Fazla zam talebiyle karşılaşan kiracıların, iddialarını ispat etmesi gerekmiyor. Hukuken, kira artışı konusunda ev sahibi talebini dayandırmak ve geçerli gerekçeleri ortaya koymak zorunda. Yani, kiracılar yasal oranın üzerindeki artışı ödemek zorunda olmadığı gibi, bunu kanıtlamak için ayrıca delil sunmalarına da gerek bulunmuyor.
Temmuz ayı itibarıyla yürürlüğe giren yüzde 43,23’lük kira artış oranı, konut ve iş yerleri için geçerli en yüksek zam oranı. Ev sahiplerinin bu sınırı aşarak zam yapması hukuki dayanaktan yoksun olup, kiracıların bu durumda itiraz hakkı doğuyor. Uzmanlar, bu gibi durumlarda doğrudan yasal yollara başvurulabileceğini vurguluyor.
Ev sahibi, tavan oranla yetinmeyip mahkeme yoluna başvurabilir. Ancak avukat Yalçın’a göre bu tür davalarda ev sahiplerinin taleplerini ispatlaması oldukça güç. Mahkemeler genellikle TÜFE oranlarını dikkate alıyor ve fahiş artış taleplerine itibar etmiyor. Bu süreçte kiracılar yasal haklarını bilerek hareket ederse mağduriyet yaşamalarının önüne geçilebiliyor.
Evden çıkarılma işlemi için de belli şartların oluşması gerekiyor. Ev sahibi, kiracıyı yalnızca yasal gerekçelere dayanarak tahliye edebilir. Örneğin; kiracının kira borcunu ödememesi ve ev sahibinin iki haklı ihtarda bulunması durumunda tahliye süreci başlayabilir. Ayrıca, ev sahibi ya da birinci derece yakını konutta oturacaksa yine geçerli neden oluşmuş sayılır. Bunlar dışında keyfi tahliye mümkün değil.
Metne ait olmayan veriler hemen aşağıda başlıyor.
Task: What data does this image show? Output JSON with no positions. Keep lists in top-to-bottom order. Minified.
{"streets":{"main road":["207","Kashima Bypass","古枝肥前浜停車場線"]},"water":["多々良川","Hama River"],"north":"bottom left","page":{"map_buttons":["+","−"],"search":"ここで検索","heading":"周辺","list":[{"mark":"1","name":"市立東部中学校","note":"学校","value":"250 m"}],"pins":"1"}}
Kiracılar, yasal sınırları aşan kira taleplerine boyun eğmek zorunda değil. Bu noktada yapılacak en önemli şey, hakların bilinmesi ve gerektiğinde hukuki destek alınması. Gereksiz yere evden çıkmamak için yasal haklarınızı öğrenin ve gerektiğinde yasal süreci işletmekten çekinmeyin.